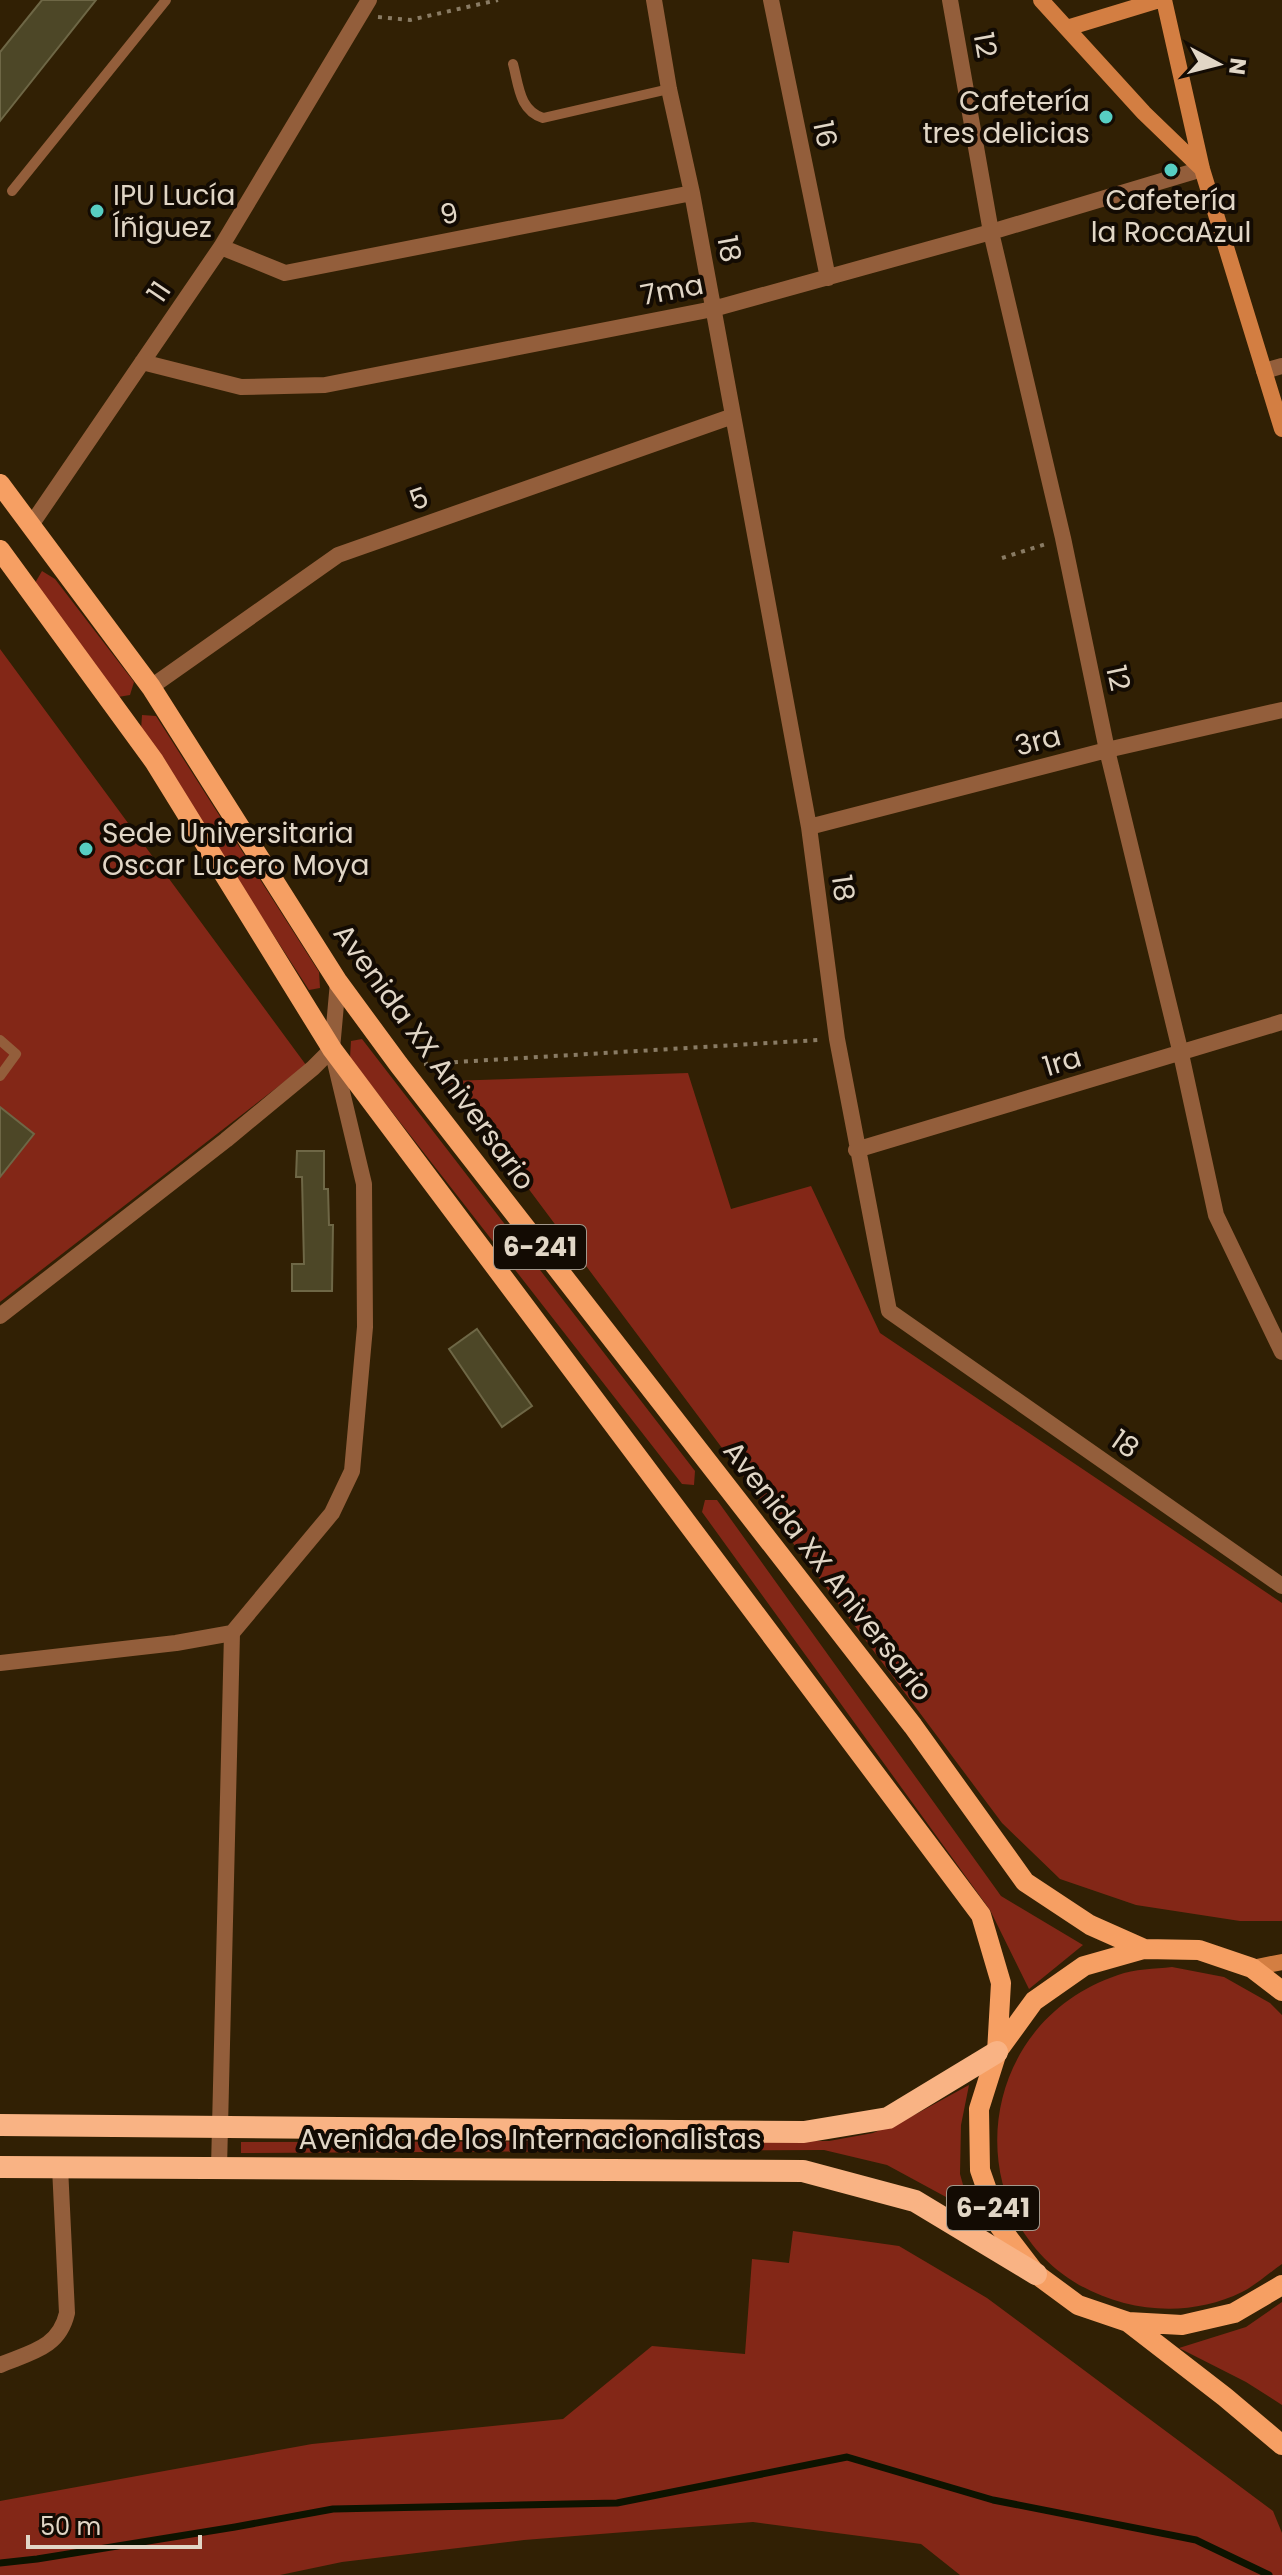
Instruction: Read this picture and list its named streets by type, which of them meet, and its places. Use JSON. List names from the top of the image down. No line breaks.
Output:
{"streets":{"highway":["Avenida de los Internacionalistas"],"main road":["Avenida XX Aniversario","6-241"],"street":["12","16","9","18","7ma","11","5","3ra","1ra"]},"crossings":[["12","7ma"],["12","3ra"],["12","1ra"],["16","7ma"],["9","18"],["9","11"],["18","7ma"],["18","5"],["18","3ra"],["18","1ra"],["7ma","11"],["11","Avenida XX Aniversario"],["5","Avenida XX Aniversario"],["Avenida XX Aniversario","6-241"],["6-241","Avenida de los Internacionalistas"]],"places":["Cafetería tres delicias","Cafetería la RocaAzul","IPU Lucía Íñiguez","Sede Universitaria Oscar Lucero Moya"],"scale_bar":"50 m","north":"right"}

» **Try it**
Drop the images; restate the listing exactly.

» **Output for this exercise**
Instruction: Read this picture and list its named streets by type, which of them meet, and its places. Use JSON. List names from the top of the image down. No line breaks.
Output:
{"streets":{"highway":["Avenida de los Internacionalistas"],"main road":["Avenida XX Aniversario","6-241"],"street":["12","16","9","18","7ma","11","5","3ra","1ra"]},"crossings":[["12","7ma"],["12","3ra"],["12","1ra"],["16","7ma"],["9","18"],["9","11"],["18","7ma"],["18","5"],["18","3ra"],["18","1ra"],["7ma","11"],["11","Avenida XX Aniversario"],["5","Avenida XX Aniversario"],["Avenida XX Aniversario","6-241"],["6-241","Avenida de los Internacionalistas"]],"places":["Cafetería tres delicias","Cafetería la RocaAzul","IPU Lucía Íñiguez","Sede Universitaria Oscar Lucero Moya"],"scale_bar":"50 m","north":"right"}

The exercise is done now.